И все принимали эти слова за чистую монету.
— Я живу и горя не знаю. Сама себе хозяйка. Куда ушла, во сколько пришла — ни перед кем не обязана отчитываться.
А в действительности ей так не хватало этой домостроевской подотчетности, так порою бывало горько и обидно оттого, что некому даже майку постирать, паршивую пуговицу к брюкам пришить. И не любила долго задерживаться дома еще потому, что в квартире жила дружная, счастливая, многодетная, весело-крикливая семья, а она ютилась возле той семьи в тесной комнате, где с трудом умещались диван-кровать, шифоньер да столик со стульями.
С утра до полуночи занималась она клубными делами. Чего только в клубе у нее не было: кружки, киносеансы, балы, собрания, лекции-беседы, концерты, даже выставки цветов и овощей, взращенных поселковыми садоводами-огородниками, даже секция борьбы самбо и три футбольные команды, игравшие на первенство района. Работы хватало: денежные отчеты, телефонные переговоры, поездки в кинопрокат, на районные совещания работников культуры, в Мосэстраду, так что передохнуть иной раз было некогда. Но если выпадало свободное время, она лихо играла на бильярде, по-мужски задирая ногу, и очень гневалась, когда проигрывала. Штатный персонал обыгрывать ее не осмеливался, так как можно было свободно на целый день испортить настроение не только директорше, по и всем сослуживцам.

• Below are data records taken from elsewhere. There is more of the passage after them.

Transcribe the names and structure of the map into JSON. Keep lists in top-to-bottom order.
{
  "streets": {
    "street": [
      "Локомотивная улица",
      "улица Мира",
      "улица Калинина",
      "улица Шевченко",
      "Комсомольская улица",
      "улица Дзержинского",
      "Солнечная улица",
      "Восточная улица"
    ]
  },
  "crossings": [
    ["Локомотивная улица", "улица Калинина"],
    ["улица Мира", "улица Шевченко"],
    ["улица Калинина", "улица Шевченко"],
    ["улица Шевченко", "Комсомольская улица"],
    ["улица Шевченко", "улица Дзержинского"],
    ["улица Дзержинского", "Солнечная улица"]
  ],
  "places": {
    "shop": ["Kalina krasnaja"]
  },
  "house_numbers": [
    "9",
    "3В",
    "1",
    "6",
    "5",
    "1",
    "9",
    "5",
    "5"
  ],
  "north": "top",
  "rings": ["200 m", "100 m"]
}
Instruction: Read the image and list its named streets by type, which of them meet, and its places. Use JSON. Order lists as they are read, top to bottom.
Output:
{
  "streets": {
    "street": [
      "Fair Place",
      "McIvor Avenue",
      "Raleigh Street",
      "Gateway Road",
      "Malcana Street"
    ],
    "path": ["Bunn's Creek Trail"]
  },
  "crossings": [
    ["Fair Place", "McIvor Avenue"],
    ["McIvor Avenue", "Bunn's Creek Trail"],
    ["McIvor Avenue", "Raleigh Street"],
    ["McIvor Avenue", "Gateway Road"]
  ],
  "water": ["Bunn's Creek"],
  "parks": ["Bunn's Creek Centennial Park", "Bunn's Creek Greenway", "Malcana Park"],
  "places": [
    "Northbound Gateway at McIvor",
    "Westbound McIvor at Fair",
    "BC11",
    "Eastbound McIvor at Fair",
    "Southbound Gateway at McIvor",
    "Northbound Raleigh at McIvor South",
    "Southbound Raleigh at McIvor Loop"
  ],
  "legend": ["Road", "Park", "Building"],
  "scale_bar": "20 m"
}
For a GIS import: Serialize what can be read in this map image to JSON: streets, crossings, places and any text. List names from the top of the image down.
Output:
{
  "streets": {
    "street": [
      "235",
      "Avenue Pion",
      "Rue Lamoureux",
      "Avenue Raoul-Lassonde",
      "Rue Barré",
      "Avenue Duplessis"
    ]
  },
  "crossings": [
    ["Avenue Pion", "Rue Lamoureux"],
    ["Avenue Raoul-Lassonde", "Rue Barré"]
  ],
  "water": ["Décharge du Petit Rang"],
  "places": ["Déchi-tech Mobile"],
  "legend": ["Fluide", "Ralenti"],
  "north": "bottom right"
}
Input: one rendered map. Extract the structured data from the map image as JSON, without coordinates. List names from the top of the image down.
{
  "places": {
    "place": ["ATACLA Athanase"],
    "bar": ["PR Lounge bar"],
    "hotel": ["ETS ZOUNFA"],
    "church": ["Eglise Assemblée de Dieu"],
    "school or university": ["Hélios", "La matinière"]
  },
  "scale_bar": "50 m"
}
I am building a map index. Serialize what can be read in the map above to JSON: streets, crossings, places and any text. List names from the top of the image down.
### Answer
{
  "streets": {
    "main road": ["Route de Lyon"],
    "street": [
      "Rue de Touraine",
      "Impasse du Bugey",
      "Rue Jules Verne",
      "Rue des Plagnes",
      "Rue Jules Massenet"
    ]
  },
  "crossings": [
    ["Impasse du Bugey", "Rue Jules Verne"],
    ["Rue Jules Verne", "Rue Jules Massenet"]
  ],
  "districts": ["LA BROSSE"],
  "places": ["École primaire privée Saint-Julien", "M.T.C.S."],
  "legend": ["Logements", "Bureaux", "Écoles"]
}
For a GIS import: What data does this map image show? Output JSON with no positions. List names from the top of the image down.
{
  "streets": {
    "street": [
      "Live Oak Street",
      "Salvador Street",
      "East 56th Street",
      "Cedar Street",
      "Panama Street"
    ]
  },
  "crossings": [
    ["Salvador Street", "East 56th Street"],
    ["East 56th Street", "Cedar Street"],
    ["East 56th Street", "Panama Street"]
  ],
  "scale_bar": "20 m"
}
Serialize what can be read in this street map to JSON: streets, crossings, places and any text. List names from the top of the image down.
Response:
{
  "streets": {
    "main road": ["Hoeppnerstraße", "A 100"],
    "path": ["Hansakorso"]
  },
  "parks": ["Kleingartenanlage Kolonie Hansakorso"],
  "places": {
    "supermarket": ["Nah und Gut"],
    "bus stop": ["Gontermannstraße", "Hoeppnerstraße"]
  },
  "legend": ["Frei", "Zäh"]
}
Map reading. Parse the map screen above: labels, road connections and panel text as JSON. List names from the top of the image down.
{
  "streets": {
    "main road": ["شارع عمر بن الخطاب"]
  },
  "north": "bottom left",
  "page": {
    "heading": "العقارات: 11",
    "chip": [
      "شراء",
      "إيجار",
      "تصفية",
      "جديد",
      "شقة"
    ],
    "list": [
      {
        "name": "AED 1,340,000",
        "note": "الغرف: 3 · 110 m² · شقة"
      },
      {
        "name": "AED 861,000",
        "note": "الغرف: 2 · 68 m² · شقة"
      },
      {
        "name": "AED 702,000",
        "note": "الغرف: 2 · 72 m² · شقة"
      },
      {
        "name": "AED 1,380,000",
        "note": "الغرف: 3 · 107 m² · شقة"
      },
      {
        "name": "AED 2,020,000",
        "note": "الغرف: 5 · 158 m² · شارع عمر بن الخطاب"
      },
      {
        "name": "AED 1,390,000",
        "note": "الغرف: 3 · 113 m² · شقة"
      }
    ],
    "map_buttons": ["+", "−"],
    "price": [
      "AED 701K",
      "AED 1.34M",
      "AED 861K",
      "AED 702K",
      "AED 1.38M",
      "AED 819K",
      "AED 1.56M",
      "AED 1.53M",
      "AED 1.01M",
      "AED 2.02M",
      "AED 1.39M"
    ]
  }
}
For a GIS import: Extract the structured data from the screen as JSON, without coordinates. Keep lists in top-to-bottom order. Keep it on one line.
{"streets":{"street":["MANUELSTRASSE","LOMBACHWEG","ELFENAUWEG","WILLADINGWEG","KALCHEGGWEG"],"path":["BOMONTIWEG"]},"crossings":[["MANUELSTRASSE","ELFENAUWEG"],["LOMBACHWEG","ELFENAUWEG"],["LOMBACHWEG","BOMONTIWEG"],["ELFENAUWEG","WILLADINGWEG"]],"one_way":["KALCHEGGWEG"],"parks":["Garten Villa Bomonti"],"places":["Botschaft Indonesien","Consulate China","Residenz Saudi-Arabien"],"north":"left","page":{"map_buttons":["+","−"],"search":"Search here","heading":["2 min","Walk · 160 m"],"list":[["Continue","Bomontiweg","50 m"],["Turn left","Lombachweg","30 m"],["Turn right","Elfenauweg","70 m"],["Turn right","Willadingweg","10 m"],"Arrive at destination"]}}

При клубе был актив общественности, в котором состояли не только уважаемые машиностроители, но и подростки, вертевшиеся по вечерам у входа, возле кассы, под колоннами и готовые выполнить любое Валюшино указание. Среди таких старателей после новогоднего вечера очутился и Женька Свиблов. Хотя он и ходил еще в своем стареньком поддергайчике, но перемены, происшедшие с ним в новом году, были значительны: Женьку устроили на машиностроительный, и он успешно копил деньги на новое пальто. Хранение этих сбережений было поручено Валентине Прокофьевне.
И вот однажды в мартовскую субботу Свиблов забрал у Валюшн деньги и отправился в город делать первую самостоятельную большую покупку. И так ему повезло, такое пальтецо он себе отхватил, что когда явился вечером в клуб, то даже Валентина Прокофьевна всплеснула руками и восхищенно воскликнула:
— Ах, какая обновка! Поролоновое, самое модное! Где ты его достал?
— Да в Орликовом переулке.
— И сидит, как на тебя сшито, Женя. Ты такой в нем солидный и исключительно нарядный! Повернись-ка!
Он обрадованно и смущенно поворачивался перед ней, еще не ведая о том, какая огромная беда вот-вот должна случиться с ним. Откуда ему было знать, что дружинник, дежуривший возле клуба, уже сообщил по телефону-автомату в отделение милиции о том, что в клубе машиностроителей появился ранее судимый за кражу Свиблов Евгений в новом пальто. Поролоновом, коричневого цвета, с трикотажным воротником, с поясом. Участковый милиционер, воскликнув: "Ах, вот как!" — велел не спускать с этого жулика глаз, а сам поспешил в клуб, чтобы принять личное, непосредственное участие в задержании преступного элемента. Конечно, если бы это был капитан Карпов, тот наверняка несколько иначе взглянул бы на дело, подумал, прикинул и, вероятно, усомнился бы в целесообразности и необходимости немедленного задержания Женьки Свиблова, Но Карпов, как назло, уже находился в отставке, на пенсии, а новый участковый, молодой, ловкий, энергичный, образованный, даже рассвирепел, узнав, что Свиблов, имевший судимость за кражу, так свободно и нагло разгуливает у всех на глазах в новом коричневом поролоновом пальто.